Content starts
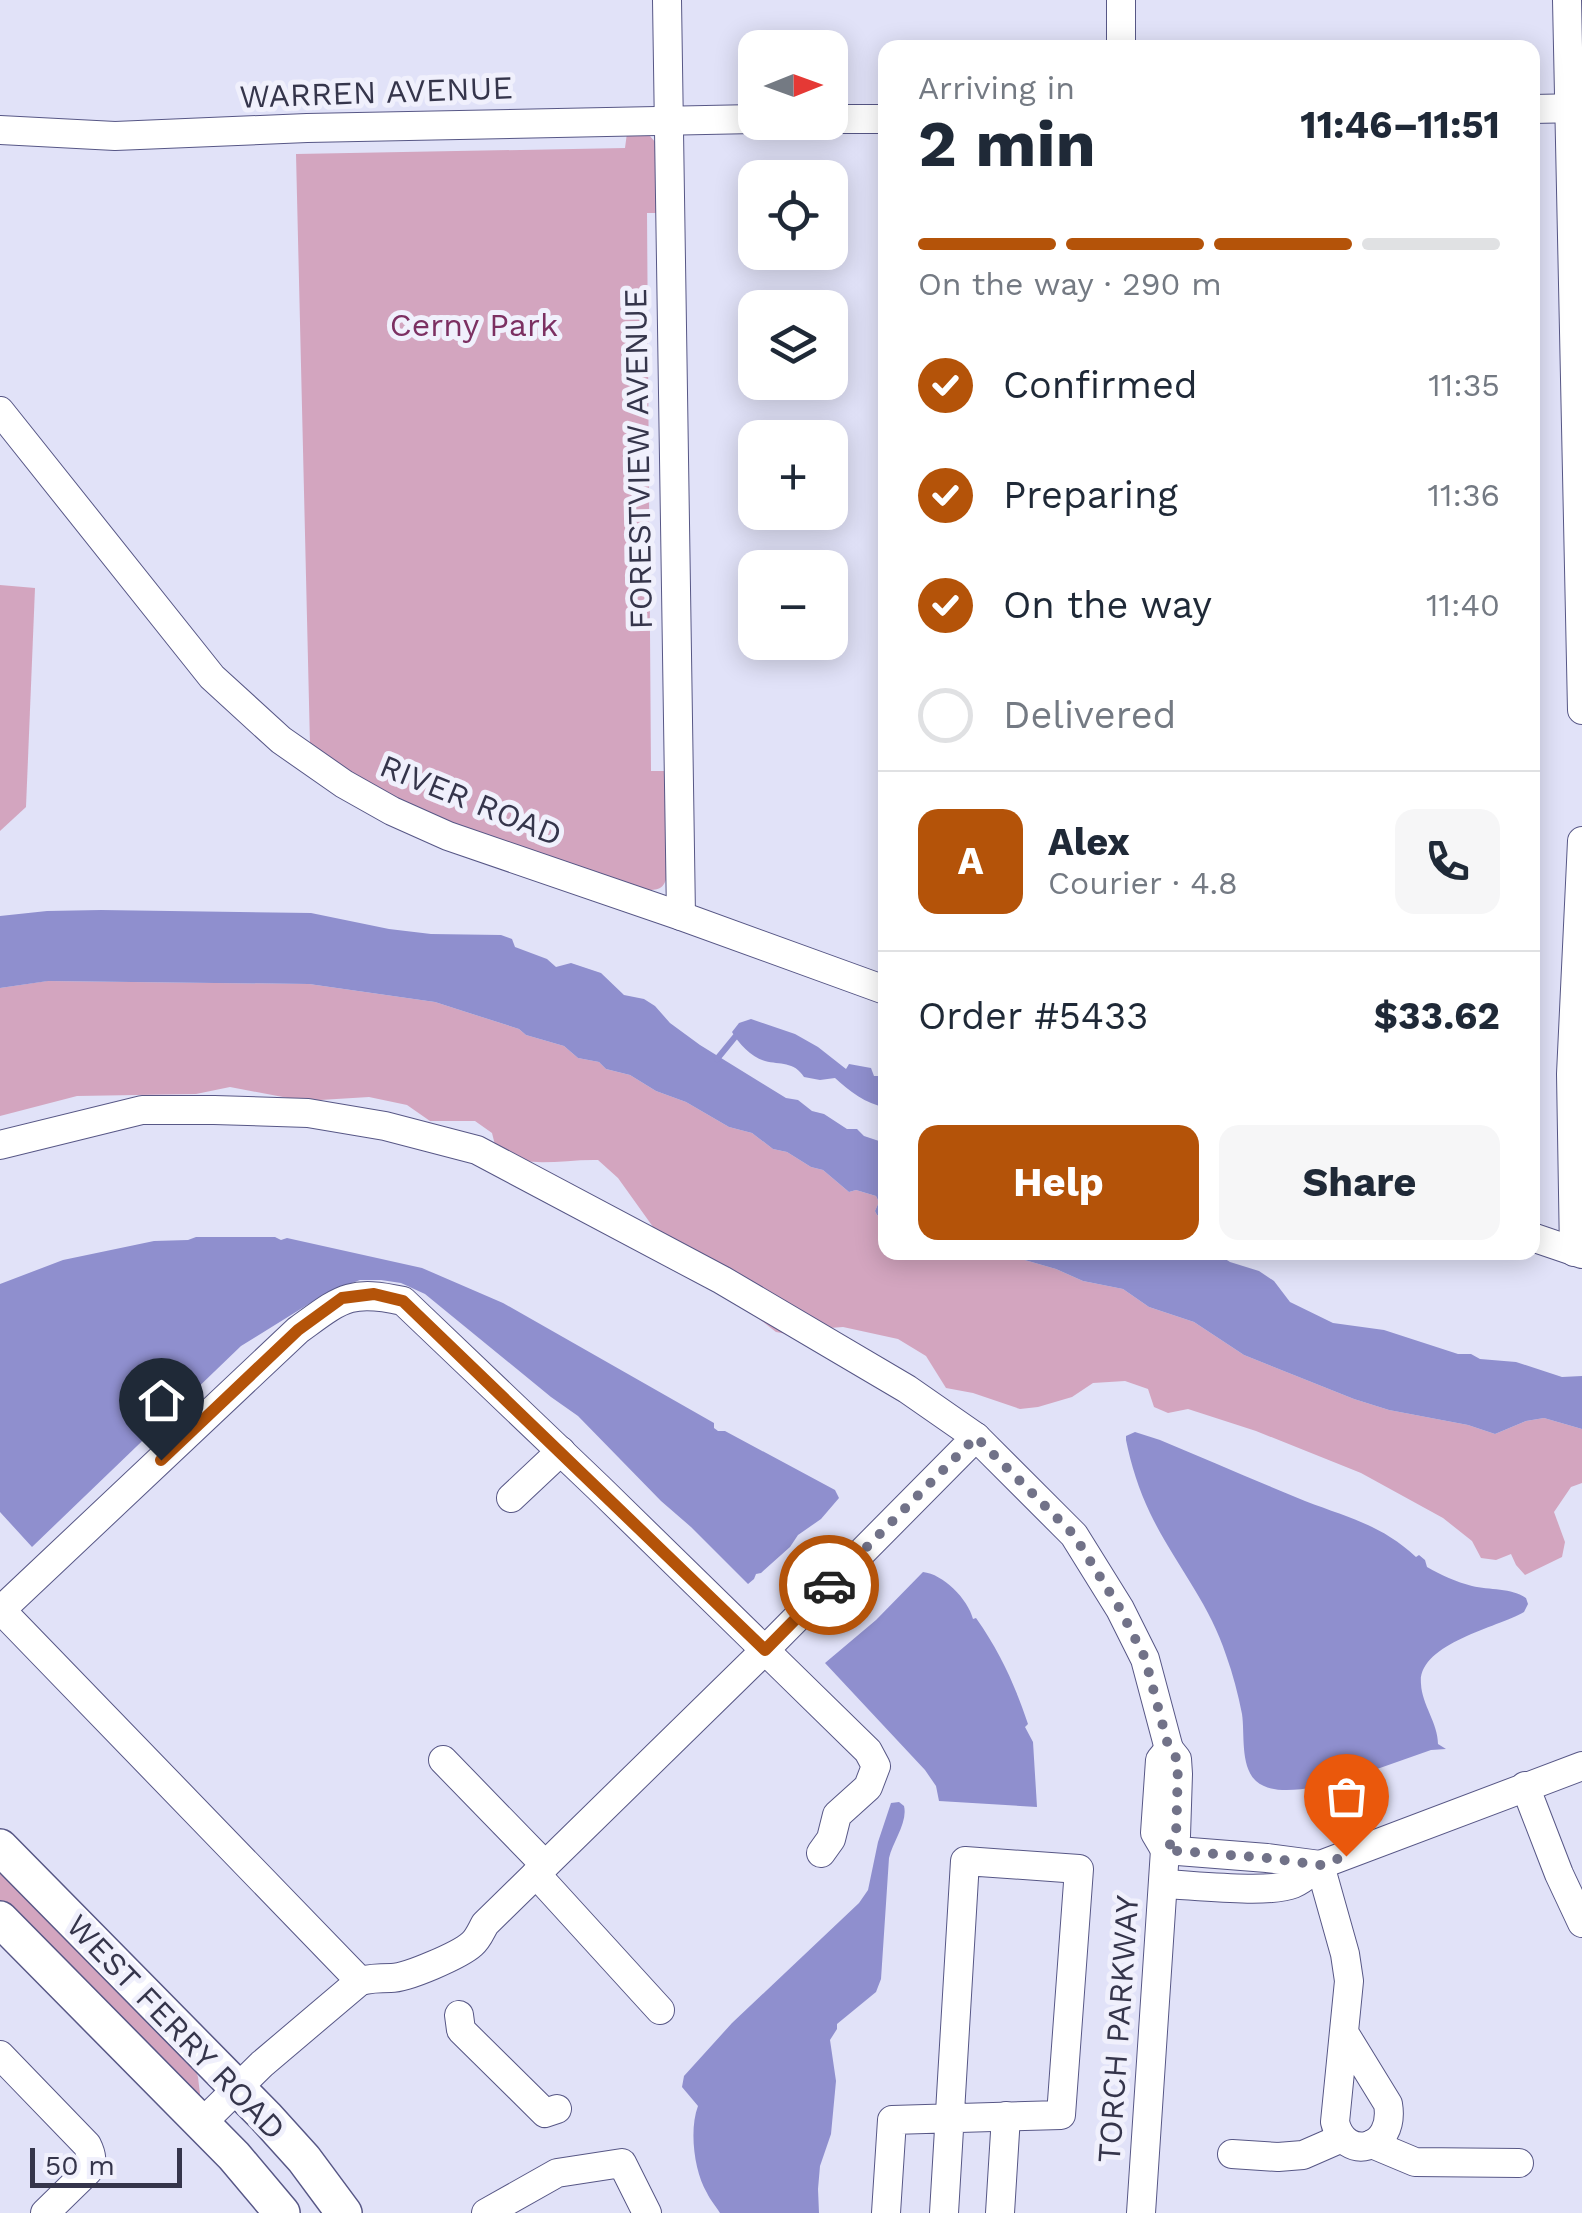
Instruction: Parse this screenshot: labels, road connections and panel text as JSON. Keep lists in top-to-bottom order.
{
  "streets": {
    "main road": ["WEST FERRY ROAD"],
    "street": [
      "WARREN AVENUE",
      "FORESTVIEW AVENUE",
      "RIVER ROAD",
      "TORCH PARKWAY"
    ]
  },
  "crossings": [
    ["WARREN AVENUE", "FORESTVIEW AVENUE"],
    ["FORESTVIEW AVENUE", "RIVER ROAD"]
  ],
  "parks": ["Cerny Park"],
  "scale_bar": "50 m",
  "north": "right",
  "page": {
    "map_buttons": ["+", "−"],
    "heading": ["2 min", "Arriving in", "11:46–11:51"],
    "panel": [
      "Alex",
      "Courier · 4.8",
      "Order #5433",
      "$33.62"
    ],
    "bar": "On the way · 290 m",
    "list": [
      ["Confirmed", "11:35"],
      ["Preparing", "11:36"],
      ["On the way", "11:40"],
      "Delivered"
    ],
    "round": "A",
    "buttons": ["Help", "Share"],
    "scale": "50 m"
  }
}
Content ends
YOUR OBJECTIVE: In the listing above, find every line with the word "WARREN" and copy it out.

ANSWER TO THIS TASK:
      "WARREN AVENUE",
    ["WARREN AVENUE", "FORESTVIEW AVENUE"],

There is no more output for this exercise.